Justice for one is a precedent for all | Hugo Jabini & Wanze Eduards | TEDxAmazônia

Justice for one is a precedent for all | Hugo Jabini & Wanze Eduards | TEDxAmazônia
  • The speaker, an indigenous Saka person from Surinam, introduces themselves and their people, who are descendants of African slaves who won their freedom over 250 years ago.
  • They describe their childhood in the village of Tutuka, surrounded by the rainforest, and their mother's teachings about the importance of the forest.
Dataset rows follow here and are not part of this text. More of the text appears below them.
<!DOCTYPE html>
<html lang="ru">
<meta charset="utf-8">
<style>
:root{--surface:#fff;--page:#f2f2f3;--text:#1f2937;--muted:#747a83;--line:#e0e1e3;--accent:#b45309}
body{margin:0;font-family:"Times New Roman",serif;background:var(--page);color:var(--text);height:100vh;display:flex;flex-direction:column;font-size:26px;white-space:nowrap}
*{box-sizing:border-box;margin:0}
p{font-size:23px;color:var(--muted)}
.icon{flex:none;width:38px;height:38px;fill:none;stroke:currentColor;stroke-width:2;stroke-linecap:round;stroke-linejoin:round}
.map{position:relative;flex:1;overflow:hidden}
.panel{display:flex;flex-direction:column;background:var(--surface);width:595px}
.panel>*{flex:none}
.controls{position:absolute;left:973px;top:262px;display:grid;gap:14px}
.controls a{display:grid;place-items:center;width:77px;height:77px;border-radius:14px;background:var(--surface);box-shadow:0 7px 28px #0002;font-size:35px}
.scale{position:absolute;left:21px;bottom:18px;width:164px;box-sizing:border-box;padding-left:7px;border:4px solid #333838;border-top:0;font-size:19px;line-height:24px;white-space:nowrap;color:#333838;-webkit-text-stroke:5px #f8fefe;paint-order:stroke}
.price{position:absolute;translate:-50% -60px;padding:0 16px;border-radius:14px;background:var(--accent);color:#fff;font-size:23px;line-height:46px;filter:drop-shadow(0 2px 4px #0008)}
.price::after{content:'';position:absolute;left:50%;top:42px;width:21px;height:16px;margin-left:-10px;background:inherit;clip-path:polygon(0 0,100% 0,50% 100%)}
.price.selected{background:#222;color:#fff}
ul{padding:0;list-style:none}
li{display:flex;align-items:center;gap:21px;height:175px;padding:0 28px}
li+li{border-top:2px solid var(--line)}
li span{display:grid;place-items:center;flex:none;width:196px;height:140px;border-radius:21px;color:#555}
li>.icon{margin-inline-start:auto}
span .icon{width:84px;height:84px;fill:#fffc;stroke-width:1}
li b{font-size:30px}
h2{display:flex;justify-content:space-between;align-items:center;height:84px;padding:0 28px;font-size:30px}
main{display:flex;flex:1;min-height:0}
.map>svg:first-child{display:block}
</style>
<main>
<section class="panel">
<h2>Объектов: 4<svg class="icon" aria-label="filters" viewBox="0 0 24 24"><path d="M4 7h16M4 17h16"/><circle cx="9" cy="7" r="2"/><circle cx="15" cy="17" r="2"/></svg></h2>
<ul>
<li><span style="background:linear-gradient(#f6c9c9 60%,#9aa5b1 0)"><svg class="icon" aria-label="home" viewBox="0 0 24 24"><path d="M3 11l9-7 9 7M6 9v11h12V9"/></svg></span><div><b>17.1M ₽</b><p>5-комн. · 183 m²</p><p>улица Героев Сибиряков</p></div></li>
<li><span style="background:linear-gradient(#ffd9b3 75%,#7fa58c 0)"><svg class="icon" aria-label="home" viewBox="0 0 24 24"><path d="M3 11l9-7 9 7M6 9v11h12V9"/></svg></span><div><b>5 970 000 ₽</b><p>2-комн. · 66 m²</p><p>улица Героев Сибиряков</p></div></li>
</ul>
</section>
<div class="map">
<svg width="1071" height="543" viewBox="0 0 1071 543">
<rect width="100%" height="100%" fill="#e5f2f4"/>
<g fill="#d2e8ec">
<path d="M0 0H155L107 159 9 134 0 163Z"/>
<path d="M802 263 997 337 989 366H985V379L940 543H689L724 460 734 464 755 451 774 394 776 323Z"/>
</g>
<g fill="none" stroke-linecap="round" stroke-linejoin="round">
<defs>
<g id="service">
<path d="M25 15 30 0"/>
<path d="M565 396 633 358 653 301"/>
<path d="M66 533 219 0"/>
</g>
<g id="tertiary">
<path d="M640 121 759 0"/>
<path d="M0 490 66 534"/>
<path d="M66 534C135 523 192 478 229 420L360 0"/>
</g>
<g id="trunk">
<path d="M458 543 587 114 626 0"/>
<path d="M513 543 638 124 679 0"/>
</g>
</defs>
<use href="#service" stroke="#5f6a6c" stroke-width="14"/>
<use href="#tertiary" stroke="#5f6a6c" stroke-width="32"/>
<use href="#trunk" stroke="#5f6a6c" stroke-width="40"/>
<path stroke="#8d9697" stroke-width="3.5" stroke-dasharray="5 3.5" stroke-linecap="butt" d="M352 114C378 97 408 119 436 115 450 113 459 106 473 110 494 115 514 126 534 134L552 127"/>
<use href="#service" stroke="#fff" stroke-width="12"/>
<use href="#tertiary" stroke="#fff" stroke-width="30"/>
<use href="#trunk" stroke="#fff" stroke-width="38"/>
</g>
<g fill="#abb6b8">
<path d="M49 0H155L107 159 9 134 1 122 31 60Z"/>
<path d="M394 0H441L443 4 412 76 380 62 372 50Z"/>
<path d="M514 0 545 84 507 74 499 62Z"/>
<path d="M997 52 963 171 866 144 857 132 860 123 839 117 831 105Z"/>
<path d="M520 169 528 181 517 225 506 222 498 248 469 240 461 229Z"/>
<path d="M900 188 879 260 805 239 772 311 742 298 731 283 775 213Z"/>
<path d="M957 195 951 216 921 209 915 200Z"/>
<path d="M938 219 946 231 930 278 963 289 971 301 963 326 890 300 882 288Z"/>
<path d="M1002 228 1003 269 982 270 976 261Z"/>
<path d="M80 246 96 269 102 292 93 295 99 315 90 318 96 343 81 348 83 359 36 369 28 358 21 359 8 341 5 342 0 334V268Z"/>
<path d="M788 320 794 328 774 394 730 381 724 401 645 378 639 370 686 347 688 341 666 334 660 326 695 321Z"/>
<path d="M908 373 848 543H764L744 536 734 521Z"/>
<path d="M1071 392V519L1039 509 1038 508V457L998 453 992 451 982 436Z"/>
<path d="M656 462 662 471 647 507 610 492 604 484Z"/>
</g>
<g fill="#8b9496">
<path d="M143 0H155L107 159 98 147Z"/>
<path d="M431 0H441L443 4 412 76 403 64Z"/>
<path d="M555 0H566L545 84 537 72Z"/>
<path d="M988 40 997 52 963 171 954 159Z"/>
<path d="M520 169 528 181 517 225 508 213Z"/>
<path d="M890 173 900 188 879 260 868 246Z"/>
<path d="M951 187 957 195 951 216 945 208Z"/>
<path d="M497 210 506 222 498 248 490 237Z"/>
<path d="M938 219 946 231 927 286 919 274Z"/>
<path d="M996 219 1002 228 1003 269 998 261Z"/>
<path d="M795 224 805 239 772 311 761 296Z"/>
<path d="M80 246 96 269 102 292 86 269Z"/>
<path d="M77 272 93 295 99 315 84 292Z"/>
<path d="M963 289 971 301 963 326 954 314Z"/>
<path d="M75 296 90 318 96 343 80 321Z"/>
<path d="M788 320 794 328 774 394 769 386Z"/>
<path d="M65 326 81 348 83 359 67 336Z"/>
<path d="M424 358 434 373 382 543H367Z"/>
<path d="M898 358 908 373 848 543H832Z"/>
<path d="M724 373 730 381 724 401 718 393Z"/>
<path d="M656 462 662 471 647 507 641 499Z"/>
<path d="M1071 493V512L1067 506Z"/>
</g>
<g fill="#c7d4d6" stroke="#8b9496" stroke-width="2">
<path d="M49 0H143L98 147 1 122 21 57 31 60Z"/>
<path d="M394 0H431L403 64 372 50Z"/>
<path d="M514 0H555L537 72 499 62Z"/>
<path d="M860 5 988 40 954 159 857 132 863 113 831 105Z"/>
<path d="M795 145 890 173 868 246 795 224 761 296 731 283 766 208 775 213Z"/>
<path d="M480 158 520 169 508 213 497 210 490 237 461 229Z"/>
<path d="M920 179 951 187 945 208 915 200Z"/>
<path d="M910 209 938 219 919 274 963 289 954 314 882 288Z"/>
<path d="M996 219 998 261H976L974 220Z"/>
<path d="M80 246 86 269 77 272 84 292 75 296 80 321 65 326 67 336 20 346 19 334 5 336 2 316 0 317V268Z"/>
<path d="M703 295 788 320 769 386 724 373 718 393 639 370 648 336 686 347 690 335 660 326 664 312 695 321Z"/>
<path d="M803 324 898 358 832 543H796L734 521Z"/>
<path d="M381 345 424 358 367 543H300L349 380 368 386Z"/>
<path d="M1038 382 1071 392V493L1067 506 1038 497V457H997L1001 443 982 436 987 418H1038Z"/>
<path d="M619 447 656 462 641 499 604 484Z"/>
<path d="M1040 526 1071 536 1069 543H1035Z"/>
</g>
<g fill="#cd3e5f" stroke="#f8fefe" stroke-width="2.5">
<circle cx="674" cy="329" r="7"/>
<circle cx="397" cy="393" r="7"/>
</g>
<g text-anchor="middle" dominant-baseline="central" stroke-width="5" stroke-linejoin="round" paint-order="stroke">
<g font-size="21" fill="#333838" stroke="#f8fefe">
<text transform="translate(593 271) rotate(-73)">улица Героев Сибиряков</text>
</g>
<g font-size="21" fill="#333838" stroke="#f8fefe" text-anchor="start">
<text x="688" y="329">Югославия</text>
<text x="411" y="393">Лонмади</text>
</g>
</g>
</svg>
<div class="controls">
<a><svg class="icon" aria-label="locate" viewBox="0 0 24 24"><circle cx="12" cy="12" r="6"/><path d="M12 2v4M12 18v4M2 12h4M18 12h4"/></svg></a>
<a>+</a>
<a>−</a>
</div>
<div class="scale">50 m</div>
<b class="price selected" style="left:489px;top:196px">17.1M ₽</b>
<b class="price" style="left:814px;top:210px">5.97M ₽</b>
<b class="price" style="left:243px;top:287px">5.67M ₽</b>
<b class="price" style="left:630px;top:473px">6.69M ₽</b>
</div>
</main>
  • After completing primary school, the speaker moved to the city to attend high school, where they faced discrimination and prejudice.
  • This experience motivated them to start working with other young Saka people in the city, forming a group to promote Saka culture and traditions.
  • The speaker then discusses the Saka people's ongoing fight for their traditional land rights, which led them to organize and take legal action through the Inter-American Commission on Human Rights.
  • In 2007, the Inter-American Court of Human Rights ruled in favor of the Saka people, recognizing their rights to their traditional lands.
  • The speaker emphasizes that this victory was not only for the Saka people but also for all indigenous people across the Americas, as it set a precedent in international law requiring governments to seek free, prior, and informed consent and share the benefits of economic development.
  • Despite the ruling, the speaker and other Saka people have continued to advocate for the implementation of the court's decision and face challenges and threats to their safety.
  • The speaker concludes by expressing their gratitude for reconnecting with their roots and their determination to keep defending their ancestral lands.